The processor is responsible for managing the bus and general processing and may also provide various functions including timing, peripheral interfaces, voltage regulation, power management, and other control functions. And the memory may be used to store data used by the processor in performing operations.
Another embodiment of the present invention relates to a computer-readable storage medium storing a computer program. The computer program realizes the above-described method embodiments when executed by a processor.

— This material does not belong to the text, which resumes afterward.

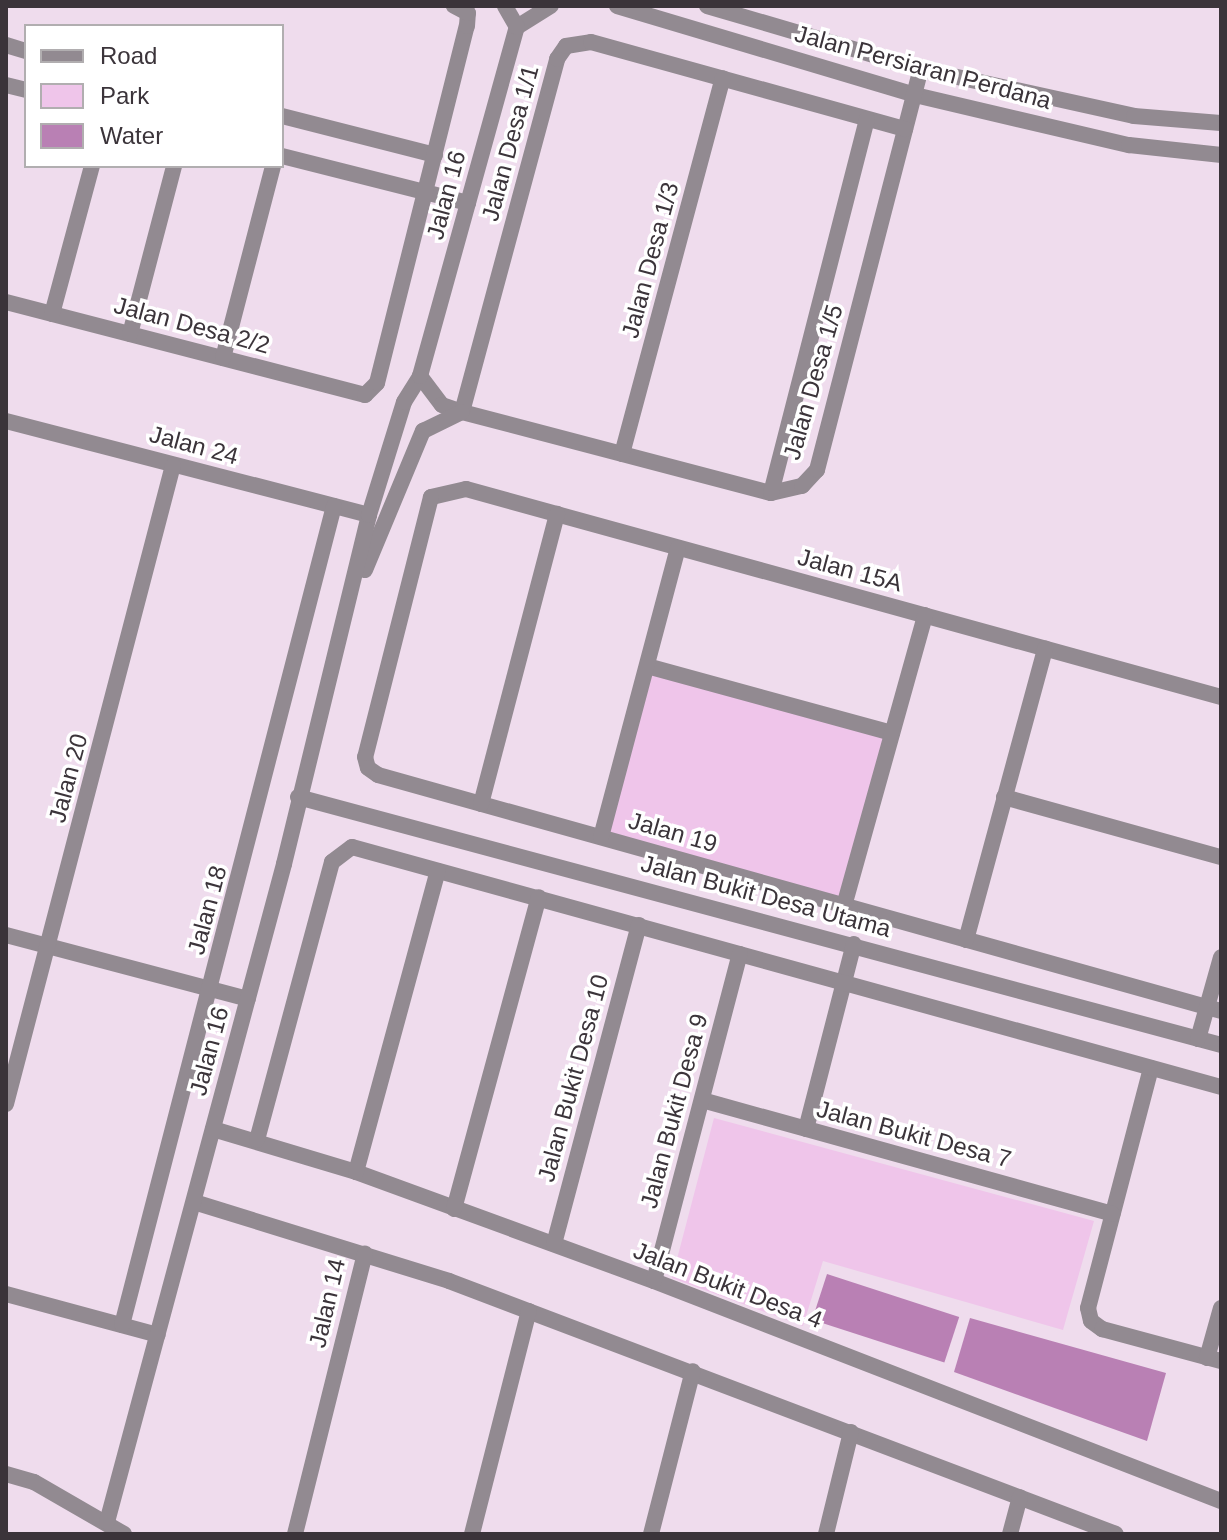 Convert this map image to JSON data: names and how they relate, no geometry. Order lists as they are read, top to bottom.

That is, as can be understood by those skilled in the art, all or part of the steps in the method of the embodiments described above may be implemented by a program instructing related hardware, where the program is stored in a storage medium and includes several instructions to enable a device (which may be a single chip, a chip, or the like) or a processor (processor) to execute all or part of the steps in the method of the embodiments of the present application. And the aforementioned storage medium includes: a U-disk, a removable hard disk, a Read-Only Memory (ROM), a Random Access Memory (RAM), a magnetic disk or an optical disk, and other various media capable of storing program codes.

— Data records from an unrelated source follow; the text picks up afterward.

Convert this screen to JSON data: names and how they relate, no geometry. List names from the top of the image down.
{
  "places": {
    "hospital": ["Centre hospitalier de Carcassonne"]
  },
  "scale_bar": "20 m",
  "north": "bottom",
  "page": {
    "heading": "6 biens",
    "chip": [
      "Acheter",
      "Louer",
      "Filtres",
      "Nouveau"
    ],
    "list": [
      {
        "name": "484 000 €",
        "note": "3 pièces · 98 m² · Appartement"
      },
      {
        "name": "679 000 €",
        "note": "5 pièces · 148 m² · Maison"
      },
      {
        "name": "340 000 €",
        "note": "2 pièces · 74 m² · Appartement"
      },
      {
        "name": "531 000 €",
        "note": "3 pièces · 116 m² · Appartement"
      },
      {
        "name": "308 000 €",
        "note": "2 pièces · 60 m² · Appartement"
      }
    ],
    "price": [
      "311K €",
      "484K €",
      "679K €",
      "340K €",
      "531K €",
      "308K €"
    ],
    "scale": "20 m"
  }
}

The embodiment of the invention also provides a vehicle, which specifically comprises: vehicle air conditioner and air conditioner self-adaptation governing system. The beneficial effects of the vehicle are the same as those of the air conditioner self-adaptive adjusting system, and are not described herein.

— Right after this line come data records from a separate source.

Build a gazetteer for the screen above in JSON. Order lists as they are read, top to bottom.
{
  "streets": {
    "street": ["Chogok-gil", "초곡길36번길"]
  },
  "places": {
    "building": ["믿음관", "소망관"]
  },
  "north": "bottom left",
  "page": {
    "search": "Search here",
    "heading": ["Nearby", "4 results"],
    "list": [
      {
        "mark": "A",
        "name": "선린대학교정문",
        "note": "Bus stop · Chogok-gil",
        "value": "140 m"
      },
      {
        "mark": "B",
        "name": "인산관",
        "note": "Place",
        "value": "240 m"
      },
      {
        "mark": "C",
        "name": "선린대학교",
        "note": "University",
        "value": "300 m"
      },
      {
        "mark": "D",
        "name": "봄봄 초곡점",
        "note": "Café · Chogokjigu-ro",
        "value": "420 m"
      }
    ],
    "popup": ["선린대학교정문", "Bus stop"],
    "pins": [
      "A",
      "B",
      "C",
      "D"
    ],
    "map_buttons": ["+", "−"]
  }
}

The technical solutions provided by the present application are described in detail above, and the principles and embodiments of the present application are described herein by using specific examples, which are only used to help understanding the present application, and the content of the present description should not be construed as limiting the present application. While various modifications of the illustrative embodiments and applications will be apparent to those skilled in the art based upon this disclosure, it is not necessary or necessary to exhaustively enumerate all embodiments, and all obvious variations and modifications can be resorted to, falling within the scope of the disclosure.
The embodiments in the present specification are described in a progressive manner, each embodiment focuses on differences from other embodiments, and the same and similar parts among the embodiments are referred to each other.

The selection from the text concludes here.